=== INFORMATION PROVIDED ===

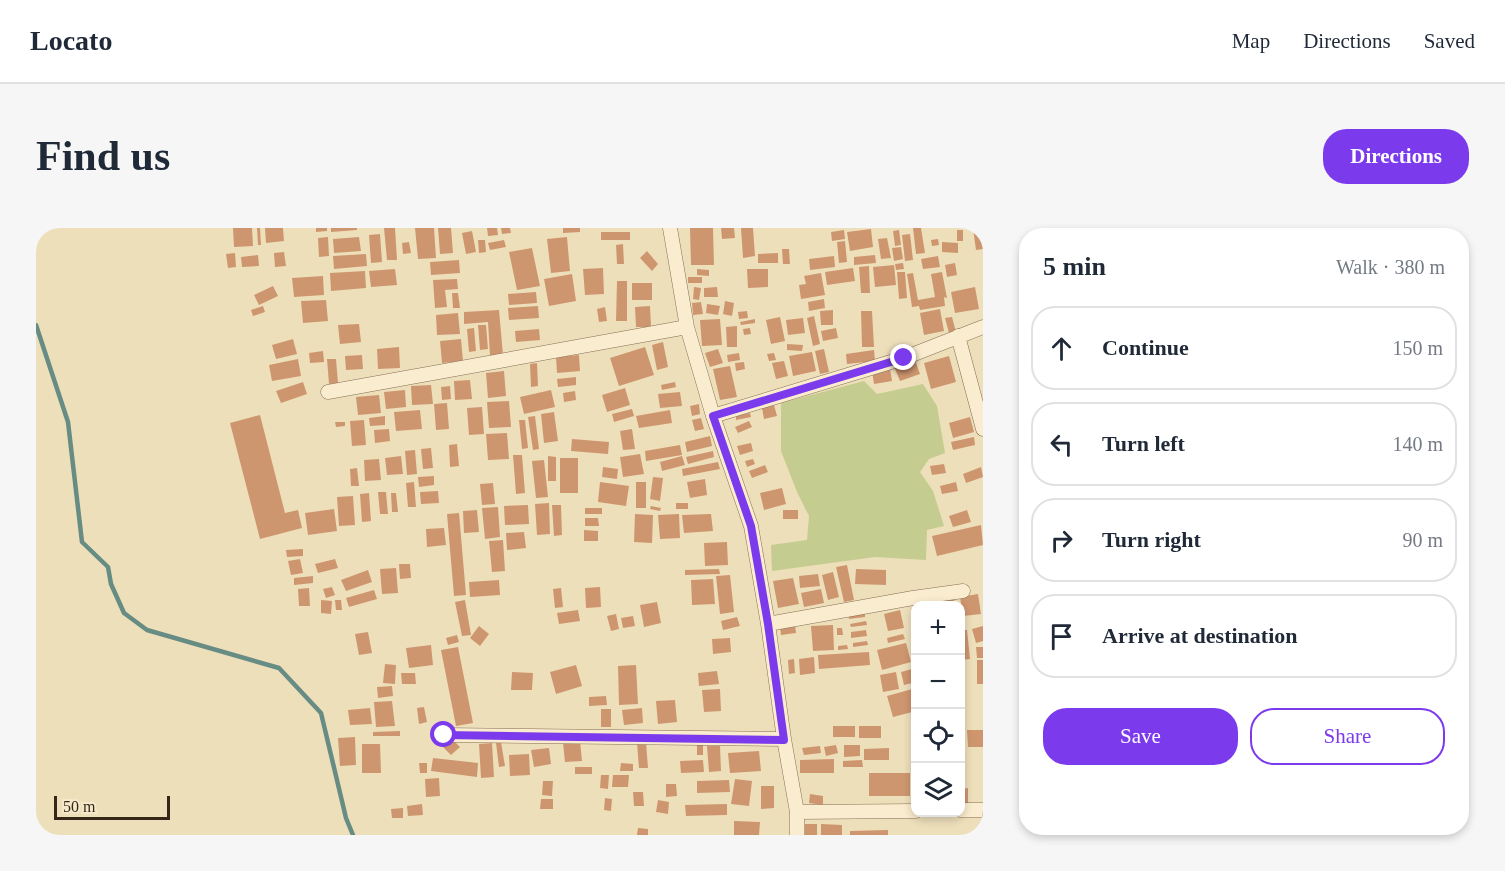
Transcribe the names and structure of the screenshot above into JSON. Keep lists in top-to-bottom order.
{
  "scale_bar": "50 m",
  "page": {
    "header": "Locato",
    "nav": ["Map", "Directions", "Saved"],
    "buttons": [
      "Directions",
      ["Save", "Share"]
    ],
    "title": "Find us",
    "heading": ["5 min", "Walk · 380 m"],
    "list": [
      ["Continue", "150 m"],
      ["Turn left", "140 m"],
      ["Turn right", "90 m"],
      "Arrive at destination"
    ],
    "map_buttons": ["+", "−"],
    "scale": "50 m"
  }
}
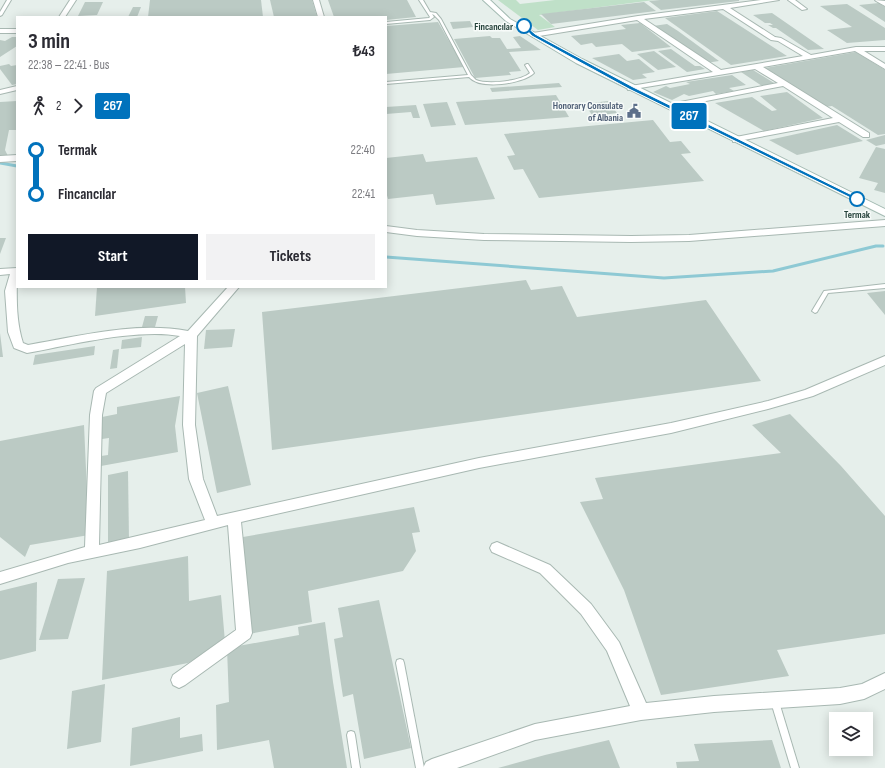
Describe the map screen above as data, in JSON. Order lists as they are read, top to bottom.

===

WORK REQUIRED :: Set down the entries word for word, omitting all pictures.

RESULT OF THE TASK ::
Transcribe the names and structure of the screenshot above into JSON. Keep lists in top-to-bottom order.
{
  "scale_bar": "50 m",
  "page": {
    "header": "Locato",
    "nav": ["Map", "Directions", "Saved"],
    "buttons": [
      "Directions",
      ["Save", "Share"]
    ],
    "title": "Find us",
    "heading": ["5 min", "Walk · 380 m"],
    "list": [
      ["Continue", "150 m"],
      ["Turn left", "140 m"],
      ["Turn right", "90 m"],
      "Arrive at destination"
    ],
    "map_buttons": ["+", "−"],
    "scale": "50 m"
  }
}
Describe the map screen above as data, in JSON. Order lists as they are read, top to bottom.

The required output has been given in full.